Sadly, the negativity towards business identified in The Trust Deficit: After the Crash by the research group Populus for the legal firm DLA Piper, is reinforced by mainstream economists like David Blanchflower and politicians like Ed Miliband. Writing in The Independent this week Blanchflower indulges himself in yet another populist diatribe which offers little except the tired observation that some people have more money than others and because of the way unemployment in this downturn has hit the non-graduate pay grades, the income gap between them and graduates has increased in the past five years.

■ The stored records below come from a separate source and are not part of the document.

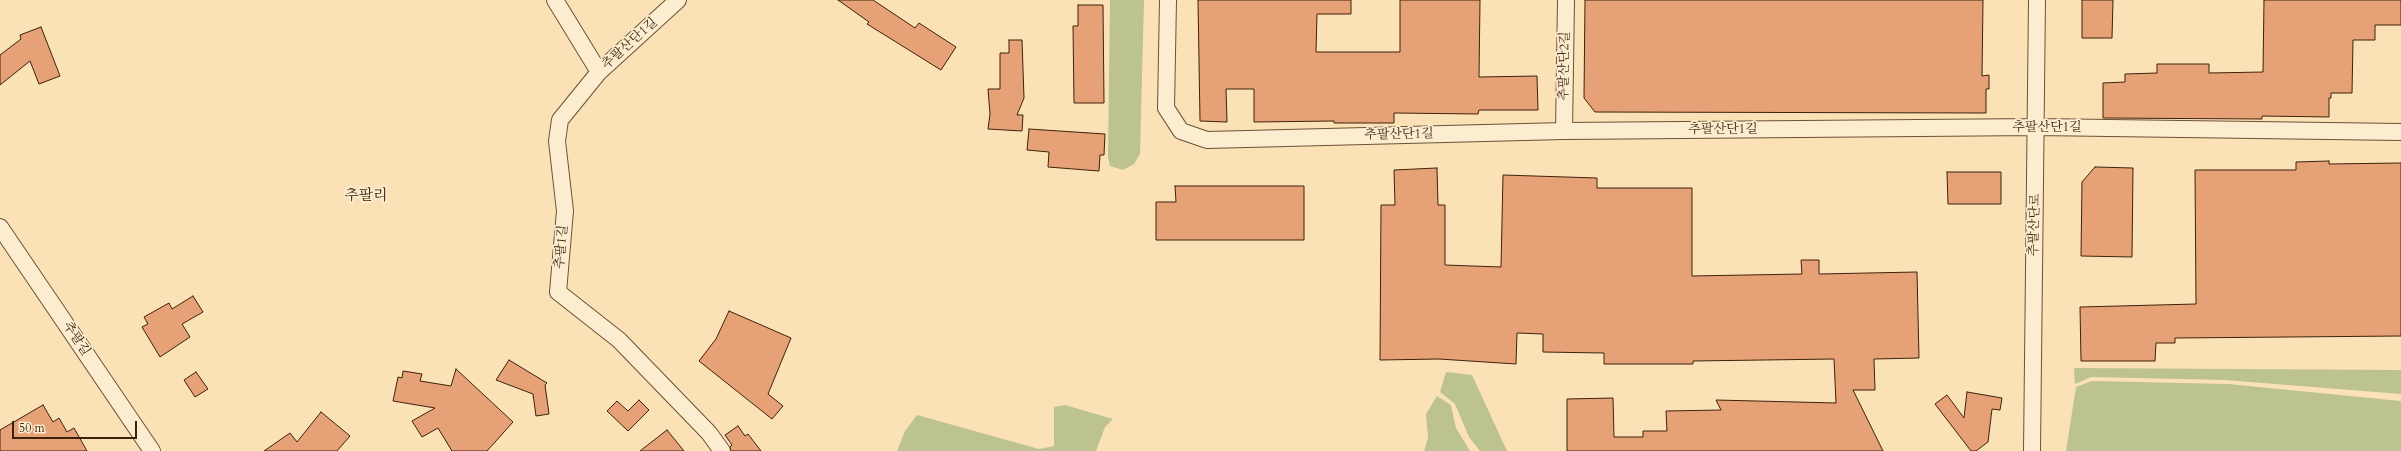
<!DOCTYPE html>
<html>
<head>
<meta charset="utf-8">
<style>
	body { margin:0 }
	#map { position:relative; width:2401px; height:451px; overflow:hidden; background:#fbe1b6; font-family:Cardo,serif }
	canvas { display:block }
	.scale { position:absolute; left:12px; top:421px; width:125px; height:18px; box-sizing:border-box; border:2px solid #3d220b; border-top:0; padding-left:5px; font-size:12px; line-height:14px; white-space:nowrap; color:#3d220b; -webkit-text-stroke:3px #fcecd0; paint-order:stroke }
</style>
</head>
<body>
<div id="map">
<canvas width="2401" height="451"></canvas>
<div class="scale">50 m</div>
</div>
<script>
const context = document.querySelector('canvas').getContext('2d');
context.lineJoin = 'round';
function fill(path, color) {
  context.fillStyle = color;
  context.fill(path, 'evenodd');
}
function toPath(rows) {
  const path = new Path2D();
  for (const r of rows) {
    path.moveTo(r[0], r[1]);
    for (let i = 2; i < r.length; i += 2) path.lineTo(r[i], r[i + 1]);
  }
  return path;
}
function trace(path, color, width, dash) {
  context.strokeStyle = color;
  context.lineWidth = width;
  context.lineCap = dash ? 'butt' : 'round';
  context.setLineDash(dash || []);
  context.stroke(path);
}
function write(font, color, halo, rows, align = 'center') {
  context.font = font + ' Cardo,"Noto Serif KR",serif';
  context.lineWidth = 3.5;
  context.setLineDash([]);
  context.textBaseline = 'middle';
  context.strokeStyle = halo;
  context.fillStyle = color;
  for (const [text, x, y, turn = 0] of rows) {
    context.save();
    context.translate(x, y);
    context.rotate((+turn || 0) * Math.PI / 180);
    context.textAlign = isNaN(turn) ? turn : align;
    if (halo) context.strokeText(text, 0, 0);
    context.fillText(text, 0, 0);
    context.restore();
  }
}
fill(toPath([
	[1110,0,1144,0,1140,154,1134,164,1123,170,1110,166,1108,157],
	[2074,368,2401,370,2401,394,2225,380,2091,377,2075,384],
	[1446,372,1472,375,1507,451,1480,451,1469,437,1455,404,1440,392],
	[2092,381,2228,384,2401,401,2401,451,2066,451,2076,387],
	[1437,396,1451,405,1456,428,1470,451,1424,451,1428,438,1426,414],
	[1065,405,1113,419,1105,427,1096,451,897,451,905,431,917,415,1039,449,1054,446,1054,407]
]), '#bcc390');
const building = toPath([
	[838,0,873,0,915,28,919,23,956,47,941,70,867,24,869,22,838,0],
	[1198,0,1351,0,1351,14,1317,14,1316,52,1400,52,1400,0,1480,0,1479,77,1537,76,1538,110,1479,110,1478,114,1394,113,1394,123,1334,123,1334,121,1254,122,1254,89,1226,89,1227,122,1200,121,1198,0],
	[1585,0,1983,0,1982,76,1989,75,1989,89,1986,89,1986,113,1595,112,1584,98,1585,0],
	[2082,0,2113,0,2112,38,2082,38,2082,0],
	[2264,0,2401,0,2401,25,2375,25,2375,40,2353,40,2352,93,2331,93,2331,98,2329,98,2329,117,2262,116,2262,119,2103,118,2103,83,2125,82,2125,74,2157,73,2157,64,2209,64,2209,73,2263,72,2264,0],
	[1078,5,1103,5,1104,103,1074,103,1073,26,1078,26,1078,5],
	[41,27,60,76,39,84,30,61,0,85,0,55,21,39,20,35,41,27],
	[1009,40,1022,40,1024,98,1017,115,1023,115,1022,131,988,129,990,114,988,89,1000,89,1000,53,1009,53,1009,40],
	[1029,129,1105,134,1104,155,1100,155,1099,171,1048,167,1049,152,1027,150,1029,129],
	[2329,161,2329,164,2401,163,2401,336,2175,338,2175,343,2156,343,2155,361,2081,361,2080,307,2196,304,2195,170,2296,170,2296,162,2329,161],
	[2095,167,2133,168,2132,257,2081,256,2082,182,2095,167],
	[1437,168,1438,205,1445,205,1445,265,1501,267,1503,175,1597,178,1597,188,1692,188,1692,276,1802,274,1801,260,1819,260,1819,274,1917,272,1919,358,1874,359,1875,390,1853,390,1883,451,1567,451,1567,399,1613,398,1614,437,1643,437,1643,431,1667,431,1666,411,1721,410,1716,400,1836,403,1834,359,1693,361,1693,364,1604,364,1604,353,1543,352,1543,334,1517,333,1516,364,1439,359,1380,360,1381,205,1395,205,1394,170,1437,168],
	[1947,172,2001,172,2001,204,1948,204,1947,172],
	[1175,186,1304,186,1304,240,1156,240,1156,202,1176,202,1175,186],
	[193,296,203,312,182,324,190,337,160,357,142,327,148,324,144,317,169,303,172,309,193,296],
	[729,311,791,338,768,394,783,406,772,419,699,361,716,339,729,311],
	[509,360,547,383,545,385,549,414,536,416,533,394,496,380,509,360],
	[456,369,513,422,487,451,452,451,438,428,422,437,412,421,435,408,393,401,398,377,402,378,403,371,422,374,420,381,451,386,456,369],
	[196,372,208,389,195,397,184,380,196,372],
	[1967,392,2002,398,2000,410,1992,409,1988,442,1976,451,1971,451,1935,404,1947,395,1964,418,1967,392],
	[639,400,649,410,628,431,607,411,617,401,628,411,639,400],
	[43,405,53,422,59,418,67,432,74,428,87,451,0,451,0,430,43,405],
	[321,412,350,436,337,451,264,451,290,433,297,442,321,412],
	[738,426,745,436,748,434,761,451,731,451,730,447,732,445,725,435,738,426],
	[667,430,684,451,640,451,667,430]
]);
fill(building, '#e7a177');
trace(building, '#3d220b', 1);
const minor = toPath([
	[555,0,599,72],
	[678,0,599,72,560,120,557,141,565,211,558,292,619,340,709,433,722,451],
	[1168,0,1166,108,1181,131,1207,140,1564,131,2037,127,2401,132],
	[1564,131,1566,0],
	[0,227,152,451],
	[2032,451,2037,0]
]);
trace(minor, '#6c5236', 18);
trace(minor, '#fcecd0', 16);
write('13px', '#3d220b', '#fcecd0', [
	["추팔산단1길",630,44,-42],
	["추팔산단2길",1565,66,-89],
	["추팔산단1길",2047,128],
	["추팔산단1길",1723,130],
	["추팔산단1길",1399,135,-1],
	["추팔산단로",2035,225,-88],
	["추팔1길",562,247,-85],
	["추팔길",76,339,56]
]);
write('15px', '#3d220b', '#fcecd0', [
	["추팔리",366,197]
]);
</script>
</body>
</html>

What Miliband and Blanchflower both miss is that if pay structures in certain parts of the economy aren’t sustainable or aren’t valued then they won’t last – they will wither and die of their own accord. It does not need a tax – it does not need a law for that to happen. Besides, with the economy picking up, they are starting to sound somewhat behind the evidence. We don’t have an incomes policy and we don’t, thank goodness, have a limit on what any individual can earn in our country and long may that last. Treating the lawful activity of whoever it is in society who earns super-normal money (which in turn feeds the Exchequer) whether that is a footballer, pop star, entertainer, private company director, public company director or, yes I’m going to say it, a “banker” as immoral is an otiose argument which only has currency at the trough of the economic cycle. That moment has passed.
In a capitalist system, like ours, you will always have cycles. Capitalism is, in that sense, inherently unstable and liable to peaks and troughs – Karl Marx appreciated that. This requires the existence of a safety net to catch people when they fall. That is the implicit social contract we are involved in. But in this downswing a new part of the safety net has emerged – one which protects talented young people from the penalty of government education policies. It is one which will see companies deploying their cash reserves, taking on a positive role in shaping the next generation of workers by helping them over barriers to entry into higher earnings via education no matter their background. Getting the administration – and opposition – of the day to cooperate with and praise that idea is much more useful than replaying tired class war ideas that send the wrong messages to our young people about the possibilities of work and what business contributes to society.